This almost sounds as if your wife is feeling inadequate as a wife/mother and the outlet is an escape from reality and makes her feel good/worthy.


nice777guy said:


> She commented before that she didn’t have to talk about her health with these guys.


Again sounding like an escape from her reality.


nice777guy said:


> If she coud work to improve her health, then she could help with the kids and the house more. Also, if her health improved, maybe she wouldn't need to lean on these unhealthy outlets for her self-esteem. It would also free my time up a bit so that we could begin to work together to figure out what is missing and how to improve things for the both of us.


I totally agree with you here...the biggest problem is that she needs to want this and take action. It's the more difficult road, but for her, you and the kids I hope she decides to take it.


----------



## nice777guy

I hope so too, but we've reached a point where my suggestions are not receiving much consideration.

Even now that she's out of the house and only has the kids part-time, they both last night mentioned that "mommy is still ignoring us and playing with her phone and her laptop when we come over."

I'm at a loss.


----------



## beninneedofhelp

i seriously believe that is happening all to me as well with my wife i just got talking to a marriage gure with the program the enviroment changer or something like that by larry bolliata i think i spelled it right ill post more in a bit..


----------



## nice777guy

W came over last night before we got hit with a snow storm.

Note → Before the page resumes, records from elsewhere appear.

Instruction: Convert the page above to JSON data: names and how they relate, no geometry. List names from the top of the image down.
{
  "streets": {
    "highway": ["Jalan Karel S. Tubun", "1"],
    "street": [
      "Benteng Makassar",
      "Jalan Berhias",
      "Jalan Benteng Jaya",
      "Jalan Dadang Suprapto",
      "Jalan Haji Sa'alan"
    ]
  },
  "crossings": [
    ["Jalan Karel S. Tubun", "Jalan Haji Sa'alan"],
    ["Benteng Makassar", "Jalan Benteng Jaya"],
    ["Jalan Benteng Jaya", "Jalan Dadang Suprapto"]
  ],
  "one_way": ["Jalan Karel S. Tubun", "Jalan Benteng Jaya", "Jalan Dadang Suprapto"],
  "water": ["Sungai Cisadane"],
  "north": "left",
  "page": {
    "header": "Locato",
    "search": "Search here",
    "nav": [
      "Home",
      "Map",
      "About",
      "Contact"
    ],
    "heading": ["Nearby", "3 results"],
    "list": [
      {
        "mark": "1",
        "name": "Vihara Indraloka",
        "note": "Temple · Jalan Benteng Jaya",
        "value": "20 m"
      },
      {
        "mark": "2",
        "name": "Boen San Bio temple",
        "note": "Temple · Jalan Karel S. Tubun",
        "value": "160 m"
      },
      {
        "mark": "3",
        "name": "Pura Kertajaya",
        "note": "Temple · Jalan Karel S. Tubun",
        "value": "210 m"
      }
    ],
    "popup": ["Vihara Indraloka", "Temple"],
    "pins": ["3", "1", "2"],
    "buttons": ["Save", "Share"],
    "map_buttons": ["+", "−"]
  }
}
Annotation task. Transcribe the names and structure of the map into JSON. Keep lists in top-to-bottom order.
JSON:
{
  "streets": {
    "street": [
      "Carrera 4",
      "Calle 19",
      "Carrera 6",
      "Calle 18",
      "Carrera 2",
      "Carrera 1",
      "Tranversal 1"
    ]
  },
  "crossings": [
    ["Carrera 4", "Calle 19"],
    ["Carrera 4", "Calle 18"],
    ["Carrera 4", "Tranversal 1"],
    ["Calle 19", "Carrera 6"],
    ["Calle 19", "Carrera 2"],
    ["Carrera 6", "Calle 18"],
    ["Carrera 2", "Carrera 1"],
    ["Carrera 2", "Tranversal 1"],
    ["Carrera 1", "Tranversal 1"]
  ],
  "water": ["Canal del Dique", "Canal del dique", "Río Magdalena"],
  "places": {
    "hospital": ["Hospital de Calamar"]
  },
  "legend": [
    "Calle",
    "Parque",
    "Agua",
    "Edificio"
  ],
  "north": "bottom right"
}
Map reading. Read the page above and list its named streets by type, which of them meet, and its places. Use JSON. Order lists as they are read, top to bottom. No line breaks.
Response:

She doesn’t work, and we both thought this made more sense than either her rushing over in the morning, or me getting the kids up and rushing them to her apartment before work.

Right now I’d guess school will be delayed or canceled again tomorrow, so another night together is likely.

It was a nice night. No fights. She “shared” the TV with the kids. Left her laptop at her apartment. Actually seemed to have her feelings hurt – instead of just getting mad – when the oldest said she was thought we were separated and mom wasn’t supposed to be staying over.

I have been so worked up about some of her actions and this separation in general over the last week. Then out of the blue, a good day comes along and just confuses me further.


----------



## Amplexor

nice777guy said:


> I have been so worked up about some of her actions and this separation in general over the last week. Then out of the blue, a good day comes along and just confuses me further.


That ole emotional roller coaster comes with unlimited re-rides. Hang in there.


----------



## missmywife

Amplexor said:


> That ole emotional roller coaster comes with unlimited re-rides. Hang in there.


unlimited re-rides that nobody wants... 

I wouldnt wish this experience on my worst enemy, its been hell.


----------



## beninneedofhelp

Well i talked to a insurance guy today about dental and got some dental insurance lol but anyways ended up me and this guy became friends over the subject of my wife and my situation , his buddy was dealing with the same thing and this might add to this post i dont no .
But his buddy went through this emotional roller coaster for almost 2 and a half years.... He did what most of us are probably trying to do and talk , show and push that he is different and this separation and divorce talks are not the answer .. He finally got tired of it and stopped and just let her be what she thought she wanted to be and decided to just let it all go , turns out after not calling her and talking and trying to change her mind she called him after a couple months and walla she wanted to talk she did not no longer want to go that road and decided to try and work things out , 3 years later there still together and have a new baby and are happy together.

The insurance guy remembers very clearly cause its his best friend since age 6 and his wife and his buddys wife are best friends from JR high so they were caught in the middle and it turns out it wasnt till he gave her space and stopped trying for her and her alone till she wanted to work things out .. So i would say all these things about space are good in one sence, She may need it and like someone else said here its just the door opening up its when it opens you got to take the 2nd and 3rd steps and so forth to keep that door open and put your marriage back in order ..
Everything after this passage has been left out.